§ WHAT IS NEEDED: The whole listing should be retyped exactly as it appears.

§ LISTED RECORDS:
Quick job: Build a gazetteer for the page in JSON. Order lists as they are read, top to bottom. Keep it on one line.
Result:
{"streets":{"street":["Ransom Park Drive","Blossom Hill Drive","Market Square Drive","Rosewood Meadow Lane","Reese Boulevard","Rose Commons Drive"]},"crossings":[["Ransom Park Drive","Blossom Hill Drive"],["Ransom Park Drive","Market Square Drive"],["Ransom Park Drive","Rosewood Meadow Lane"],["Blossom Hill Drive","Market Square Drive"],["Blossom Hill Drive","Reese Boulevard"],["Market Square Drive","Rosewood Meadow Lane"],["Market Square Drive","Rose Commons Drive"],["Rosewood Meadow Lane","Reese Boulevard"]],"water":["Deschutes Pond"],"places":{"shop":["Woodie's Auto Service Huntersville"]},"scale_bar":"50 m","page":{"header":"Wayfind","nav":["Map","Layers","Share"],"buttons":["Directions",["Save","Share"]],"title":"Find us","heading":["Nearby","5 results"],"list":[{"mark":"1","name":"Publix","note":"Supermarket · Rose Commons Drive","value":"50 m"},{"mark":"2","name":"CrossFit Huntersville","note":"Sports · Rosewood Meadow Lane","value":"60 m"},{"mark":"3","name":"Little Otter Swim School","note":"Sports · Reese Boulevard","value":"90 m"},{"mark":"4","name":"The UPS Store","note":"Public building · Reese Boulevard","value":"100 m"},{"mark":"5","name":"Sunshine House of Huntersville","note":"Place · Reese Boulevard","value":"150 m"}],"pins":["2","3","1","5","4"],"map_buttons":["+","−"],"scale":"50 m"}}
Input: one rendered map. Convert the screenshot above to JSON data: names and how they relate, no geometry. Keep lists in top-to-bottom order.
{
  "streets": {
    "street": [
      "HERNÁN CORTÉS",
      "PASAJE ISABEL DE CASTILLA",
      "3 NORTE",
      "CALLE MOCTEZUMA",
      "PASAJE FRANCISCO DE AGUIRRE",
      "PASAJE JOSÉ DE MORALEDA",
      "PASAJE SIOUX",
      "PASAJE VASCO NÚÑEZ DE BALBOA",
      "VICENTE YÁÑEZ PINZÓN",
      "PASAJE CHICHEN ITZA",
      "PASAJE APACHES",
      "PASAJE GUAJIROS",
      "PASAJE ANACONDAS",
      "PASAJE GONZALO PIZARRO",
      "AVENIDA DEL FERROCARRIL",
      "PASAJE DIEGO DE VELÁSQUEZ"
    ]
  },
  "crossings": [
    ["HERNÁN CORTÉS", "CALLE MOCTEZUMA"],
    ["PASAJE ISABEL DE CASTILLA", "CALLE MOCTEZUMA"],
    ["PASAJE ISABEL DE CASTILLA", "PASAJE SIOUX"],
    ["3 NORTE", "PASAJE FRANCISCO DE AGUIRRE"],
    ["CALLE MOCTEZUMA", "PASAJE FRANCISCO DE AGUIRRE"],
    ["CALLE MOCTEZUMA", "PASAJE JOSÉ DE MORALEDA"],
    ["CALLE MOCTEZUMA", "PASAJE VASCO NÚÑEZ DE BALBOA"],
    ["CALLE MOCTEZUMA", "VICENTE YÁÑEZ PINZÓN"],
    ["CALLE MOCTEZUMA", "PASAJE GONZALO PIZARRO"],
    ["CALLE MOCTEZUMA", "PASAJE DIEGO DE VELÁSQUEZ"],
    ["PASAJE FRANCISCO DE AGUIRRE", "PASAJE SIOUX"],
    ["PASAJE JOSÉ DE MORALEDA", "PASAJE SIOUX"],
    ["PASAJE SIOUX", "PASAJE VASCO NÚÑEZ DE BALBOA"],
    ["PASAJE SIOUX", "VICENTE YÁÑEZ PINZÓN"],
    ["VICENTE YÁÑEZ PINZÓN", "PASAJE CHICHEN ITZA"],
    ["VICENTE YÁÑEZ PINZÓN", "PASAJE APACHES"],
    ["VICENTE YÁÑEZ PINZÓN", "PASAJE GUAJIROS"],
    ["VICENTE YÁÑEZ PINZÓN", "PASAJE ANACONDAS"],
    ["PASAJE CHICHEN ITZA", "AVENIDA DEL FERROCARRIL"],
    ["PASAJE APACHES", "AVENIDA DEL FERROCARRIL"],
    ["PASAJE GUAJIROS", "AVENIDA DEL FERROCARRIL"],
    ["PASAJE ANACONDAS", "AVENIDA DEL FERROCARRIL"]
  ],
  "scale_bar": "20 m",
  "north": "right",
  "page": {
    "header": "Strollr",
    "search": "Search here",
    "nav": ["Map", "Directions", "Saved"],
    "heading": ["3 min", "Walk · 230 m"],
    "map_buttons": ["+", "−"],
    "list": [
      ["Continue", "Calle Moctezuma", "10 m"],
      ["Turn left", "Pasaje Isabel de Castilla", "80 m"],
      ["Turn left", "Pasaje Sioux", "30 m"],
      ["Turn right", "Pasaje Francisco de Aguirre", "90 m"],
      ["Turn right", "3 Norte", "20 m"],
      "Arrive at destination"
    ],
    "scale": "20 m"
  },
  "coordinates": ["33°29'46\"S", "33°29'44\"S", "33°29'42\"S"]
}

§ ANSWER BOX:
Quick job: Build a gazetteer for the page in JSON. Order lists as they are read, top to bottom. Keep it on one line.
Result:
{"streets":{"street":["Ransom Park Drive","Blossom Hill Drive","Market Square Drive","Rosewood Meadow Lane","Reese Boulevard","Rose Commons Drive"]},"crossings":[["Ransom Park Drive","Blossom Hill Drive"],["Ransom Park Drive","Market Square Drive"],["Ransom Park Drive","Rosewood Meadow Lane"],["Blossom Hill Drive","Market Square Drive"],["Blossom Hill Drive","Reese Boulevard"],["Market Square Drive","Rosewood Meadow Lane"],["Market Square Drive","Rose Commons Drive"],["Rosewood Meadow Lane","Reese Boulevard"]],"water":["Deschutes Pond"],"places":{"shop":["Woodie's Auto Service Huntersville"]},"scale_bar":"50 m","page":{"header":"Wayfind","nav":["Map","Layers","Share"],"buttons":["Directions",["Save","Share"]],"title":"Find us","heading":["Nearby","5 results"],"list":[{"mark":"1","name":"Publix","note":"Supermarket · Rose Commons Drive","value":"50 m"},{"mark":"2","name":"CrossFit Huntersville","note":"Sports · Rosewood Meadow Lane","value":"60 m"},{"mark":"3","name":"Little Otter Swim School","note":"Sports · Reese Boulevard","value":"90 m"},{"mark":"4","name":"The UPS Store","note":"Public building · Reese Boulevard","value":"100 m"},{"mark":"5","name":"Sunshine House of Huntersville","note":"Place · Reese Boulevard","value":"150 m"}],"pins":["2","3","1","5","4"],"map_buttons":["+","−"],"scale":"50 m"}}
Input: one rendered map. Convert the screenshot above to JSON data: names and how they relate, no geometry. Keep lists in top-to-bottom order.
{
  "streets": {
    "street": [
      "HERNÁN CORTÉS",
      "PASAJE ISABEL DE CASTILLA",
      "3 NORTE",
      "CALLE MOCTEZUMA",
      "PASAJE FRANCISCO DE AGUIRRE",
      "PASAJE JOSÉ DE MORALEDA",
      "PASAJE SIOUX",
      "PASAJE VASCO NÚÑEZ DE BALBOA",
      "VICENTE YÁÑEZ PINZÓN",
      "PASAJE CHICHEN ITZA",
      "PASAJE APACHES",
      "PASAJE GUAJIROS",
      "PASAJE ANACONDAS",
      "PASAJE GONZALO PIZARRO",
      "AVENIDA DEL FERROCARRIL",
      "PASAJE DIEGO DE VELÁSQUEZ"
    ]
  },
  "crossings": [
    ["HERNÁN CORTÉS", "CALLE MOCTEZUMA"],
    ["PASAJE ISABEL DE CASTILLA", "CALLE MOCTEZUMA"],
    ["PASAJE ISABEL DE CASTILLA", "PASAJE SIOUX"],
    ["3 NORTE", "PASAJE FRANCISCO DE AGUIRRE"],
    ["CALLE MOCTEZUMA", "PASAJE FRANCISCO DE AGUIRRE"],
    ["CALLE MOCTEZUMA", "PASAJE JOSÉ DE MORALEDA"],
    ["CALLE MOCTEZUMA", "PASAJE VASCO NÚÑEZ DE BALBOA"],
    ["CALLE MOCTEZUMA", "VICENTE YÁÑEZ PINZÓN"],
    ["CALLE MOCTEZUMA", "PASAJE GONZALO PIZARRO"],
    ["CALLE MOCTEZUMA", "PASAJE DIEGO DE VELÁSQUEZ"],
    ["PASAJE FRANCISCO DE AGUIRRE", "PASAJE SIOUX"],
    ["PASAJE JOSÉ DE MORALEDA", "PASAJE SIOUX"],
    ["PASAJE SIOUX", "PASAJE VASCO NÚÑEZ DE BALBOA"],
    ["PASAJE SIOUX", "VICENTE YÁÑEZ PINZÓN"],
    ["VICENTE YÁÑEZ PINZÓN", "PASAJE CHICHEN ITZA"],
    ["VICENTE YÁÑEZ PINZÓN", "PASAJE APACHES"],
    ["VICENTE YÁÑEZ PINZÓN", "PASAJE GUAJIROS"],
    ["VICENTE YÁÑEZ PINZÓN", "PASAJE ANACONDAS"],
    ["PASAJE CHICHEN ITZA", "AVENIDA DEL FERROCARRIL"],
    ["PASAJE APACHES", "AVENIDA DEL FERROCARRIL"],
    ["PASAJE GUAJIROS", "AVENIDA DEL FERROCARRIL"],
    ["PASAJE ANACONDAS", "AVENIDA DEL FERROCARRIL"]
  ],
  "scale_bar": "20 m",
  "north": "right",
  "page": {
    "header": "Strollr",
    "search": "Search here",
    "nav": ["Map", "Directions", "Saved"],
    "heading": ["3 min", "Walk · 230 m"],
    "map_buttons": ["+", "−"],
    "list": [
      ["Continue", "Calle Moctezuma", "10 m"],
      ["Turn left", "Pasaje Isabel de Castilla", "80 m"],
      ["Turn left", "Pasaje Sioux", "30 m"],
      ["Turn right", "Pasaje Francisco de Aguirre", "90 m"],
      ["Turn right", "3 Norte", "20 m"],
      "Arrive at destination"
    ],
    "scale": "20 m"
  },
  "coordinates": ["33°29'46\"S", "33°29'44\"S", "33°29'42\"S"]
}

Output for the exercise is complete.